Bu sadeleştirme harekatının film festivali zamanına denk gelmesi çok iyi olmadı tabi benim açımdan ama onda da yapacak birşey yok, sade sade gideceğiz artık filmlere...

Hadi hepinize iyi geceler...

20 March 2012

bahar kıyağı

Tersten gidiyorum, bir önceki günü yazacağım.
Dün Defne ile ana-kız kendimize bir bahar kıyağı çektik!

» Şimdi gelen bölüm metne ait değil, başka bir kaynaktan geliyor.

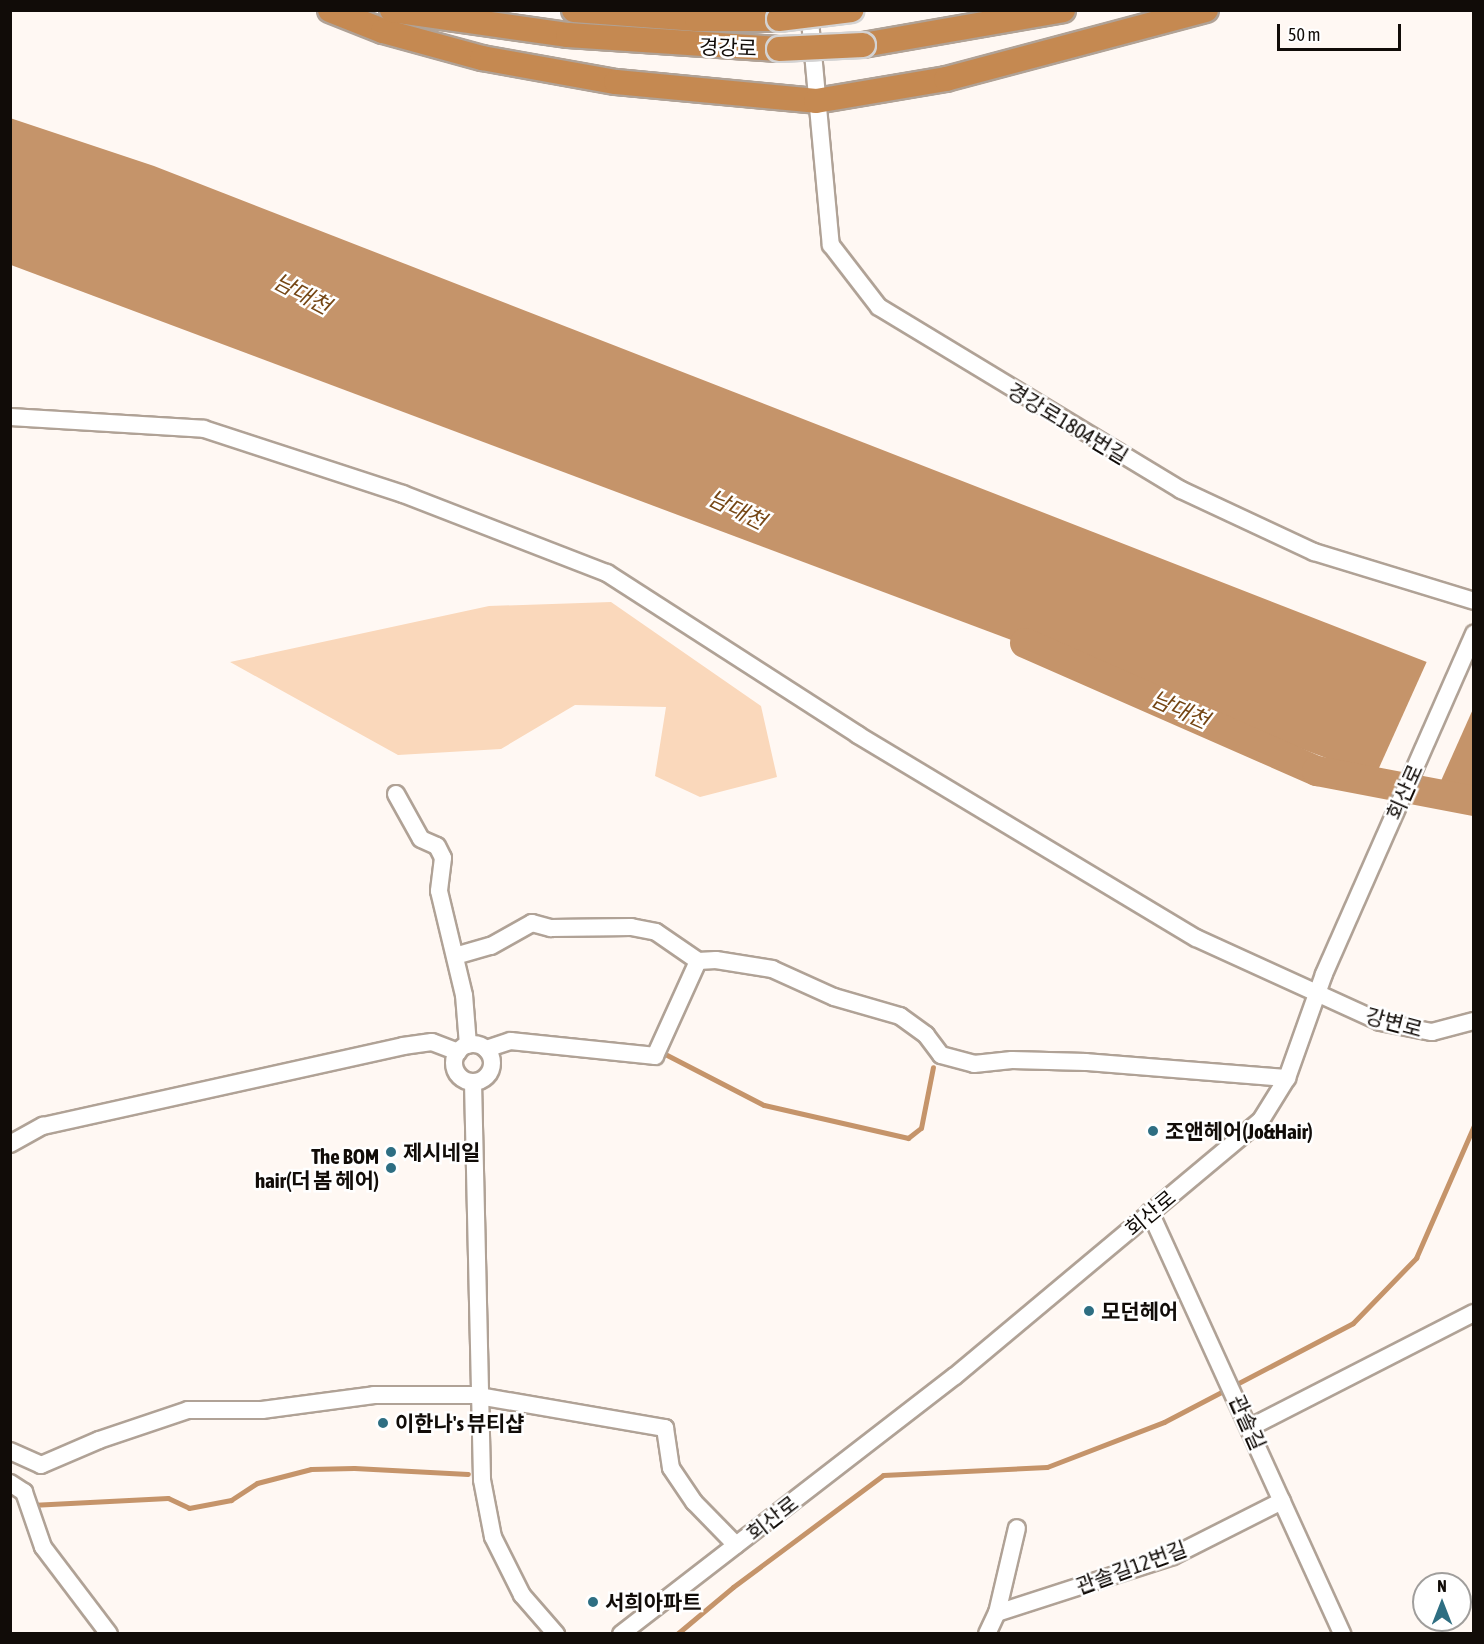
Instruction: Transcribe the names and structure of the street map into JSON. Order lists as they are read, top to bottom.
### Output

Tüm gün dışarda, Bahariye-Moda-Kadıköy'ün altını üstüne getirdik!
Sadeleşme harekatına devam ediyoruz ama dün bütün rutinlere biraz es verdik, bir günlük kaçamak yapalım dedik, kendimize geldik:)

önce park!
"oooh, anne sallan, ferahla sen de, oooh be nefes aldık !"
(ben de baya güsel sallandım, neyse ki salıncak dayanıklıymış:)
"dinleniyorum"
o kadar hareket edince acıktık!
bahariye/pita
"mantı da yerim, hemi de beyaz ekmekle!"
moda'ya tramvay ile geliş!
ali usta dondurmacısı
"çok da özel değilmiş dondurması, niye bu kadar uzun sıra var anne?"
bu günleri de görmek varmış:)
rexx'ten ist film fest kitapçığını aldık ve filmleri birlikte seçtik!
biraz hızlı ve sallamasyon bir seçim oldu ama olsun, Defne de 2 filme gidiyor!
biri çocuk filmi-miyav, diğeri animasyon-mutlulukla boya beni
(ama şaşkın anne anime filmin fransızca olduğuna bakmadan(sadece türkçe altyazı) alıyor biletleri,
 efelere de alıyor üstelik, neyse tercüme ederim, sıkılırlarsa da çıkarız:)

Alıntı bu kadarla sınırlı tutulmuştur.